Food smells rose slowly from below. Cooking took hours, traveling took days. She listened to the world stalling.
Ping . . . ping . . .

“Are you awake?”

“Mmm.”

“I should let you go back to sleep.”

“No, it's fine.”

“Ought to get some food down you, though. Are you hungry at all?”

“I could eat.”

“The thing is— You can't just do the easy thing, can you? This is a test. We agreed I was going to stay here as long as I was needed. Maybe if spring comes and they can get the power back. . . . It's definitely been a bit warmer the last couple of days. Listen to that, that's something melting.”

They both listened. It was getting dark.

“Though Lil said things are getting difficult up there too. Everything's really expensive. Supply problems. And, you know, people just not going to work. You had that big march in London a couple of weeks ago, didn't you? Did you go?”

“Mmm. No.”

“I can just see you in there pitching stones at office windows. I heard it turned into a pretty big riot.”
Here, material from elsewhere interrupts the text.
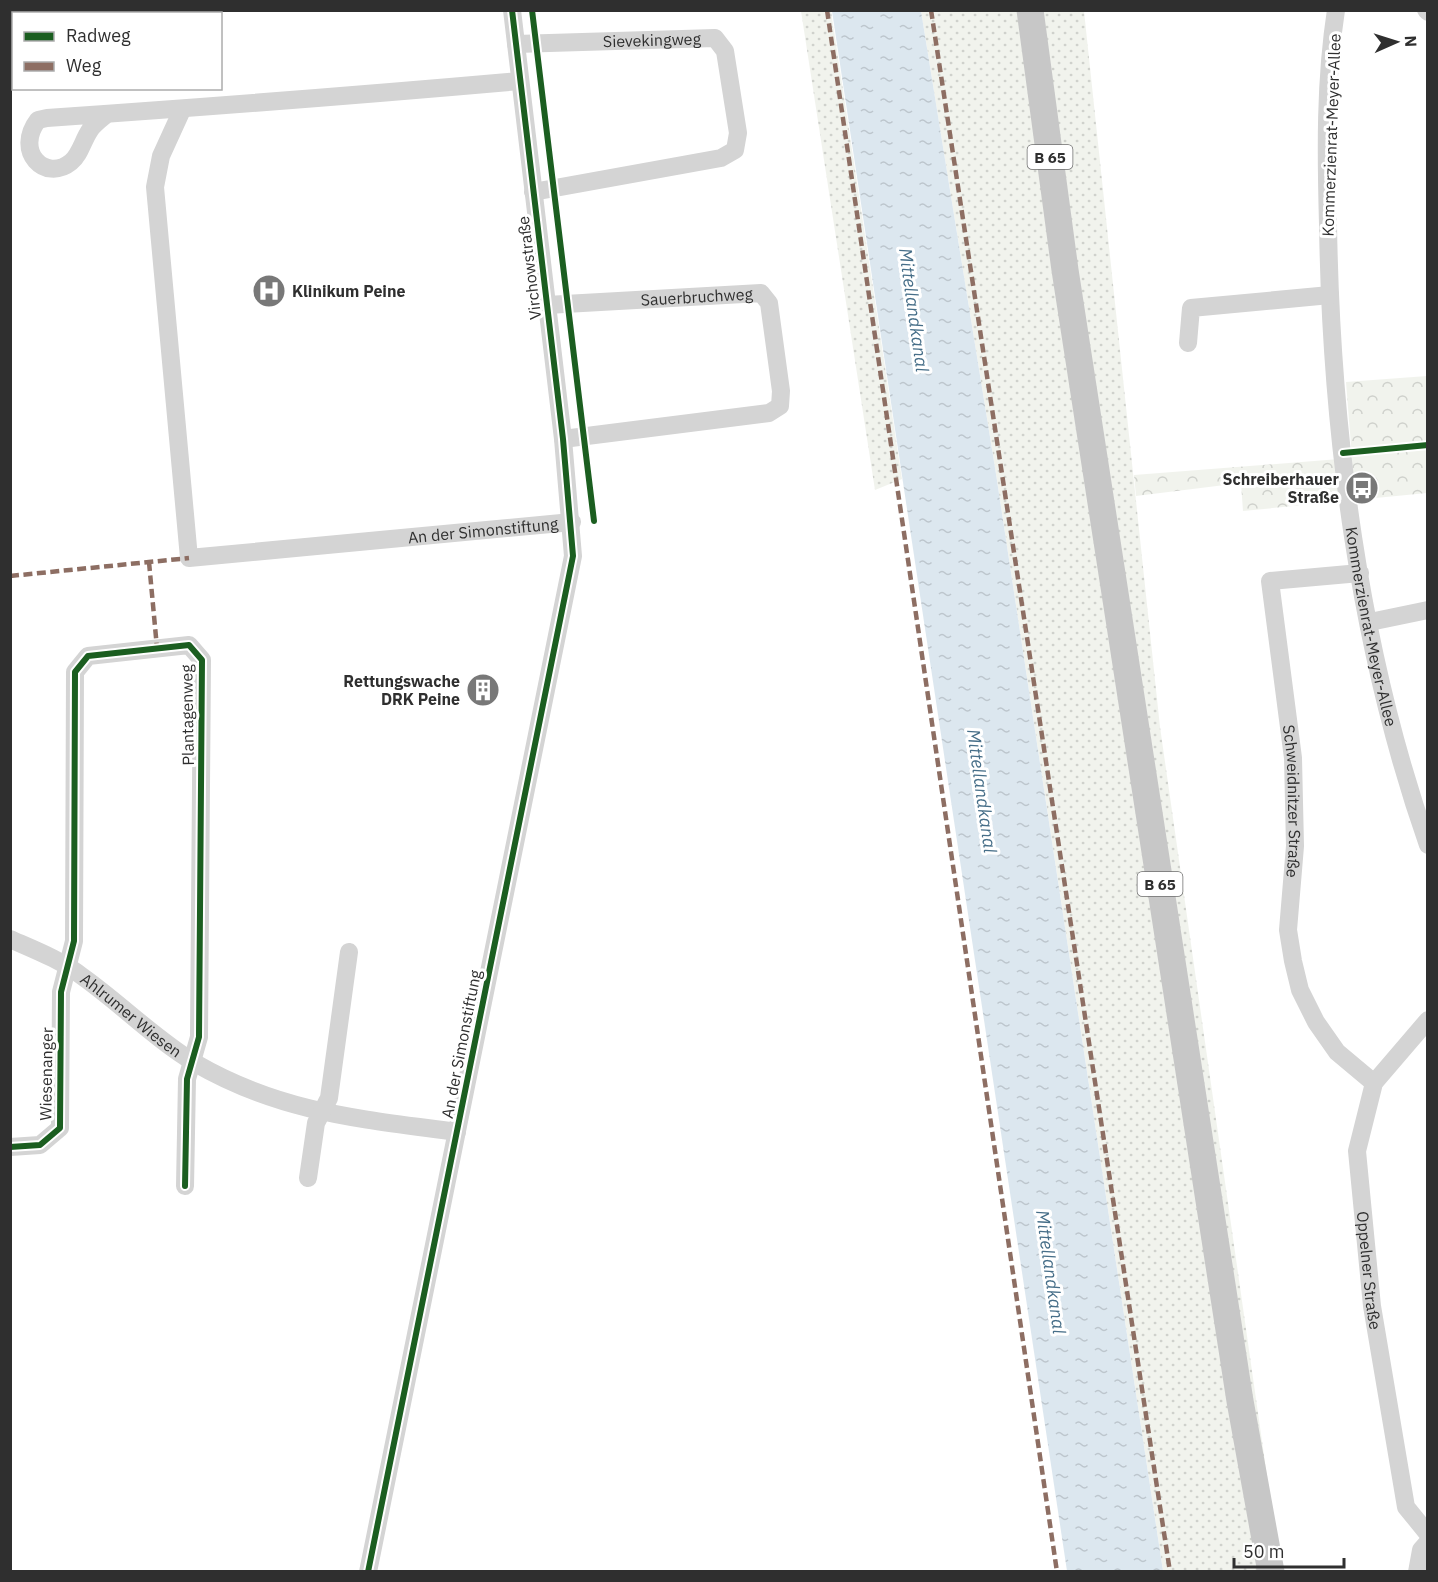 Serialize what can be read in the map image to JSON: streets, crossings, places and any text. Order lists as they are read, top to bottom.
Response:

“Yes.” She did remember. So had she been there? Or just watched it on TV? “It did. They set fire to things.”

“God forgive them.” He put the model back. “It's— You know the verse. Without vision the people perish. They know they want something different but they haven't seen the truth yet. False gods. It's all been prophesied. All they have to do is open the Bible and they'd know what's happening. God. To think that our generation would be the one to see this. . . .”

She thought about telling him that he didn't know anything at all, but she didn't want to be hurtful.

“I said that to Lil. I mean, this is the heart of it, down here. This snow, and the angel appearing right over Trelow. . . . She had to take the kids. They're too little still. But we should all have stayed if we could. Shouldn't we. I mean, this is where God touched the world again. Think of all the millions of people who wish they could be here.”